Cecil willed back the tears which threatened to spill. "I thought you would understand," Her lips quavered.

"I understand Cecil, I'm just sick and tired of seeing you make stupid decisions. I know I clearly have no say in your life now but do you really have to go? Think about it and let me know when you change your mind. I'll be right here waiting for you to come back to me."

"My mind is already made up Bill, our flight is tomorrow. What you and I had was nothing but a dream; it is about time we woke up to reality. I need to do this for me, for Court and for Jim. I'm sorry but Woodwave holds nothing but painful memories, even the beautiful times we spent together cannot counter that. I'm sorry." She finally let go of the tears and cried out till she felt empty. 

Why had she agreed to speak to Bill? She should have just left without having gone through all the pain she felt now. The pain of saying goodbye to a man she truly loved with all her heart, the pain of watching the eyes which used to look at her with love now turn into hate, the pain of never getting to revisit the beautiful times she had spent with the man she loved due to a twist of fate.
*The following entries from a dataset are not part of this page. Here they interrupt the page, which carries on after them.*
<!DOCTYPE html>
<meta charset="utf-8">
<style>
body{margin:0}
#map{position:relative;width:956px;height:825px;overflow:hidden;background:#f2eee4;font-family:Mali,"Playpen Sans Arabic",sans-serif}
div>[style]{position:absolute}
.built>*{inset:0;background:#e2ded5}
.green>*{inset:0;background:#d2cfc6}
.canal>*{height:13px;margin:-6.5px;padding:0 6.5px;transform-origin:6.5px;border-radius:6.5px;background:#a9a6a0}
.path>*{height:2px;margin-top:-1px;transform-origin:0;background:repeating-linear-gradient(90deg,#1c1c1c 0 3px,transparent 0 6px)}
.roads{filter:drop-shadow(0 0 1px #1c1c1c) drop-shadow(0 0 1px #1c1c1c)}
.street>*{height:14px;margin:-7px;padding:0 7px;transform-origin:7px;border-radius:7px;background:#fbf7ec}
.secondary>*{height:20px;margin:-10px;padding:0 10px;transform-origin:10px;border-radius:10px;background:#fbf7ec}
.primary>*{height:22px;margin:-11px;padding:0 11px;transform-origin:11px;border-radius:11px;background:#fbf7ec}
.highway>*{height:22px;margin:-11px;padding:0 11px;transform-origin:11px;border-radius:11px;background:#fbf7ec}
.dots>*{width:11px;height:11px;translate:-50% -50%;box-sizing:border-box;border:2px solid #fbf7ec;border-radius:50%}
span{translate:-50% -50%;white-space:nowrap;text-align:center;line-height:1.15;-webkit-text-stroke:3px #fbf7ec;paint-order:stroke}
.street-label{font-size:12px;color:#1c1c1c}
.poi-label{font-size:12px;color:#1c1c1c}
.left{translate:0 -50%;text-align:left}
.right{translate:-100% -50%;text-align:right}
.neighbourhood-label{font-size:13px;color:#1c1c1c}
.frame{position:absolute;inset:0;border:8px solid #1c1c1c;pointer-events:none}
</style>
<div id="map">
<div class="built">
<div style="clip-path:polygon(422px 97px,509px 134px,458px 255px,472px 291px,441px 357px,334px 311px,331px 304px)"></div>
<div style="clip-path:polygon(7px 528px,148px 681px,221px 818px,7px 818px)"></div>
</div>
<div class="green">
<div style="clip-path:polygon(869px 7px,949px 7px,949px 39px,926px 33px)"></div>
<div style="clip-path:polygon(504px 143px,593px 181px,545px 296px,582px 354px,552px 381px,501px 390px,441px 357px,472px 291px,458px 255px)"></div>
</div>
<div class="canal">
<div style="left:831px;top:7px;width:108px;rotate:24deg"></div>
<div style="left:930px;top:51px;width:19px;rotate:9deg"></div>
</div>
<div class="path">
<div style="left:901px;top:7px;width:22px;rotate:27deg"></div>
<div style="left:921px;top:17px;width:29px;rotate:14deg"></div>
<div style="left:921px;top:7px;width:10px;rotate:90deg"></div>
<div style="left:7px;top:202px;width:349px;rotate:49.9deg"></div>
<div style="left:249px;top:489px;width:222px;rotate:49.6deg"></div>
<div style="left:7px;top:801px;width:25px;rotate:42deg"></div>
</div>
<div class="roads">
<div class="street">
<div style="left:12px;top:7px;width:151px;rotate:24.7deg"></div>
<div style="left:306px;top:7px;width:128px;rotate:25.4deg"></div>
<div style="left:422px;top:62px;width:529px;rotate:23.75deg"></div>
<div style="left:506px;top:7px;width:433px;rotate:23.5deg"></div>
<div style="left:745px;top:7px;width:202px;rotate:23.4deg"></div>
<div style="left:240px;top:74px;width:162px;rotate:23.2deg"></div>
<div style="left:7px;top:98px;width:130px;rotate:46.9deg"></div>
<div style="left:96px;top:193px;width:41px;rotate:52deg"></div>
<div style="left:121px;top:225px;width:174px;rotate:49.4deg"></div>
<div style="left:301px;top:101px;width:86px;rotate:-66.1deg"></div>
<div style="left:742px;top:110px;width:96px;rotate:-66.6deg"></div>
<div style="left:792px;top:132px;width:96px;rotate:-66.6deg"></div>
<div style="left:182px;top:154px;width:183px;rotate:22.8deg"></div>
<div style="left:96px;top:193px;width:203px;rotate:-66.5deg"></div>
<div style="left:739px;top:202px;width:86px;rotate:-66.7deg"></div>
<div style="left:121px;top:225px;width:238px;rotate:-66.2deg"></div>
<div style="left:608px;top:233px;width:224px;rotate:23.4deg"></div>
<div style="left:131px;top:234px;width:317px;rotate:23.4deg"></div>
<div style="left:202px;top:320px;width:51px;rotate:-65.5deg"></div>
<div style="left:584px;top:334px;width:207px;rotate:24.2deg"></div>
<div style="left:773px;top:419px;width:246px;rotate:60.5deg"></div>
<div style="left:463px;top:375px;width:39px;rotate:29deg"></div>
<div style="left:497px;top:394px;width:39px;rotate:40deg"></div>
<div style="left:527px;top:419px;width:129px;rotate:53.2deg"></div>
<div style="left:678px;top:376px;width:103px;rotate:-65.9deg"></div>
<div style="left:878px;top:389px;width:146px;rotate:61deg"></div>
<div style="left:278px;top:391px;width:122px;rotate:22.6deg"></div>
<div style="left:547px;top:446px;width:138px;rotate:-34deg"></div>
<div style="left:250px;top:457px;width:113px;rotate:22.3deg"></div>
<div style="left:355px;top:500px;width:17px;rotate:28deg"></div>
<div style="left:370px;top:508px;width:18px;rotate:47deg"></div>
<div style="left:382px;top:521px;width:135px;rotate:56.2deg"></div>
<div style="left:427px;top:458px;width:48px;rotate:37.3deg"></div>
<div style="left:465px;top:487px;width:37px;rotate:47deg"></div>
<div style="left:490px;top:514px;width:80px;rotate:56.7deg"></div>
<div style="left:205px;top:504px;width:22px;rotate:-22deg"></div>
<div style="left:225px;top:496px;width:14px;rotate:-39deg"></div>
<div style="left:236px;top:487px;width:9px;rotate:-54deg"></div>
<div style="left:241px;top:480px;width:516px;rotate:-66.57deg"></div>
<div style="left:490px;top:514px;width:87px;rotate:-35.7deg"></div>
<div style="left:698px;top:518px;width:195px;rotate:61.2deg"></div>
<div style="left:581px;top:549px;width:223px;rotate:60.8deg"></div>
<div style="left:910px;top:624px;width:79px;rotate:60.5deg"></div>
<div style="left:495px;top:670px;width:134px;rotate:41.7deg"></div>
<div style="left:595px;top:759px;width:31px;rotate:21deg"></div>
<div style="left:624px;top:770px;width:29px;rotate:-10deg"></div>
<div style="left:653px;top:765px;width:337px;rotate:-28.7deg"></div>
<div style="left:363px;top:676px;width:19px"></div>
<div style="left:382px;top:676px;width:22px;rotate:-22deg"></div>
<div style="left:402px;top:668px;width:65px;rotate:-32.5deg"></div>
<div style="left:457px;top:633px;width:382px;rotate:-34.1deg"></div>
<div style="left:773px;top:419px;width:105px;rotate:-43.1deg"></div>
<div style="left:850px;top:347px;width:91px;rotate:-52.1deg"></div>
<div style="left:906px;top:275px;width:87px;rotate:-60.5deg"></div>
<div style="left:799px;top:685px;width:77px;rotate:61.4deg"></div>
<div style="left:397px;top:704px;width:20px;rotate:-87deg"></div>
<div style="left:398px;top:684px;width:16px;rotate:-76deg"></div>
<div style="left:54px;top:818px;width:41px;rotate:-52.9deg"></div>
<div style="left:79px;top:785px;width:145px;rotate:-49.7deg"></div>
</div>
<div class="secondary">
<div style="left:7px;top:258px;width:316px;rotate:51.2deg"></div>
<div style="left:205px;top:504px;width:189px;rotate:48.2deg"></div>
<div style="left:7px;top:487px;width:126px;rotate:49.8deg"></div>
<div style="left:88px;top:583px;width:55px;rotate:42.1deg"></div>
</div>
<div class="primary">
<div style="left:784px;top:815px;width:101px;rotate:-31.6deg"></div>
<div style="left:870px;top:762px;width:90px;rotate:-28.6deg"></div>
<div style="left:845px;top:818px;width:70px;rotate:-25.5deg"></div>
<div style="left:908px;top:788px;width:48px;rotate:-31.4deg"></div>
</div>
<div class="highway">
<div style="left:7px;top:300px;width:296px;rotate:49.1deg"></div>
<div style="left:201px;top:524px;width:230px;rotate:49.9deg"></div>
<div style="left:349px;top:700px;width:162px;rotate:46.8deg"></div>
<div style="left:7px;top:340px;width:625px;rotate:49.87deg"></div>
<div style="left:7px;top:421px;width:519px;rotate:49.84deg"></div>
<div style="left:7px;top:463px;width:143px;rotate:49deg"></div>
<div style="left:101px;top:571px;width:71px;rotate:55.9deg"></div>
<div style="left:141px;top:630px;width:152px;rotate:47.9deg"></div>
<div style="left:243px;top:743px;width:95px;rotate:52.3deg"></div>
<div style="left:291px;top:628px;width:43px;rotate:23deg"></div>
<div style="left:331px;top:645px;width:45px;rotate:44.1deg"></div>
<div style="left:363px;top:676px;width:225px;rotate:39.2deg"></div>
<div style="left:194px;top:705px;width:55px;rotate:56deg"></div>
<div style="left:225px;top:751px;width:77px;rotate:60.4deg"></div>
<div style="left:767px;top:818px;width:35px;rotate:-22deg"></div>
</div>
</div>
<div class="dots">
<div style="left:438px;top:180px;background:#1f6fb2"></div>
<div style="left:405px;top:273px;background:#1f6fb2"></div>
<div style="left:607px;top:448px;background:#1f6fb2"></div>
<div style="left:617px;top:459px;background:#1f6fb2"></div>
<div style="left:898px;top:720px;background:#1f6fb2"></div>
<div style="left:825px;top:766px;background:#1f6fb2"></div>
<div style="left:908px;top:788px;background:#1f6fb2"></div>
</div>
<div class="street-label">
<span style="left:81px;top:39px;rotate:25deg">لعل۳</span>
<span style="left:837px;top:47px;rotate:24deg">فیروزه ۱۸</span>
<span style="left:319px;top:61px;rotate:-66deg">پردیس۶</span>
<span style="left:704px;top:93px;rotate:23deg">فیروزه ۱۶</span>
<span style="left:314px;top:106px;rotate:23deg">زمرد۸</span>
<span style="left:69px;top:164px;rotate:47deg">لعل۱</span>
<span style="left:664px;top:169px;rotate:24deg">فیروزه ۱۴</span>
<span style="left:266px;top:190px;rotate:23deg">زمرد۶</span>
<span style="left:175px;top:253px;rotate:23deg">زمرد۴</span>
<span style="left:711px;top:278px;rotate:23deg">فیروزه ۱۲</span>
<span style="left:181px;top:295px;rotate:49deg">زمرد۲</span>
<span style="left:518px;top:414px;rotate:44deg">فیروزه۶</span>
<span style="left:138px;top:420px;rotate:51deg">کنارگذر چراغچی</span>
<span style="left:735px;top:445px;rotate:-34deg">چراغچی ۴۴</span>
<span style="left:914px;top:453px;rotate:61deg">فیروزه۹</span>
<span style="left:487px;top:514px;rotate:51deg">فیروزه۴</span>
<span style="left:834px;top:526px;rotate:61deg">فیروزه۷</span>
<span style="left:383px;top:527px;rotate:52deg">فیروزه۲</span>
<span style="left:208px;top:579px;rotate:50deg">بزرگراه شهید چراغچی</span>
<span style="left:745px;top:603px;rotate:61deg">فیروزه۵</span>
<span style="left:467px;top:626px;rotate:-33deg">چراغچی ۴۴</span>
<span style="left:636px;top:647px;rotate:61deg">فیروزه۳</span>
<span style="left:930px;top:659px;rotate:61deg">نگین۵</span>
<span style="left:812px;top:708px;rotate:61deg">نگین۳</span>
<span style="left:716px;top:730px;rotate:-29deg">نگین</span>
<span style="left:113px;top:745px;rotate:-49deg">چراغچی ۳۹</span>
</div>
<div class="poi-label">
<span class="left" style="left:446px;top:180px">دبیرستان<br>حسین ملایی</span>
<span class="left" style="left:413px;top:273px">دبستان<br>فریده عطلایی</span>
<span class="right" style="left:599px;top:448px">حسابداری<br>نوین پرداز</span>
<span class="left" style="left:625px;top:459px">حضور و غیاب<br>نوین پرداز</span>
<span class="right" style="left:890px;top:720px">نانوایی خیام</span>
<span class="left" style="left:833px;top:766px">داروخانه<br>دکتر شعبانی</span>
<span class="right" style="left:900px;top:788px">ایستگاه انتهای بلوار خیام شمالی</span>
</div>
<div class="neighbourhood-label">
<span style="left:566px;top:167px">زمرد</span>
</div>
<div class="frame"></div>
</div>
If she knew things would have suddenly taken a downward slope, she would have wished every time they had spent together lasted longer. She watched with a tear streamed face as Bill eyed her with a look she couldn't quite decipher.

"So I guess this is a goodbye then. I'll relay this information to Kristen. If that is all, I have something to get back to so if you will excuse me," He said standing up from the seat he had occupied, "It was nice meeting you Mrs Pepperman." He added, quickly walking out of her apartment.

Cecil dropped her gaze to the floor, trying hard not to watch as he walked out of her apartment. No it would have been simpler if he had just walked out of her apartment. She calmly shook her head as her mind flashed on how she had just stood there like a paralyzed fool as Bill graciously walked out of her life. Was it her fault that she couldn't run after him?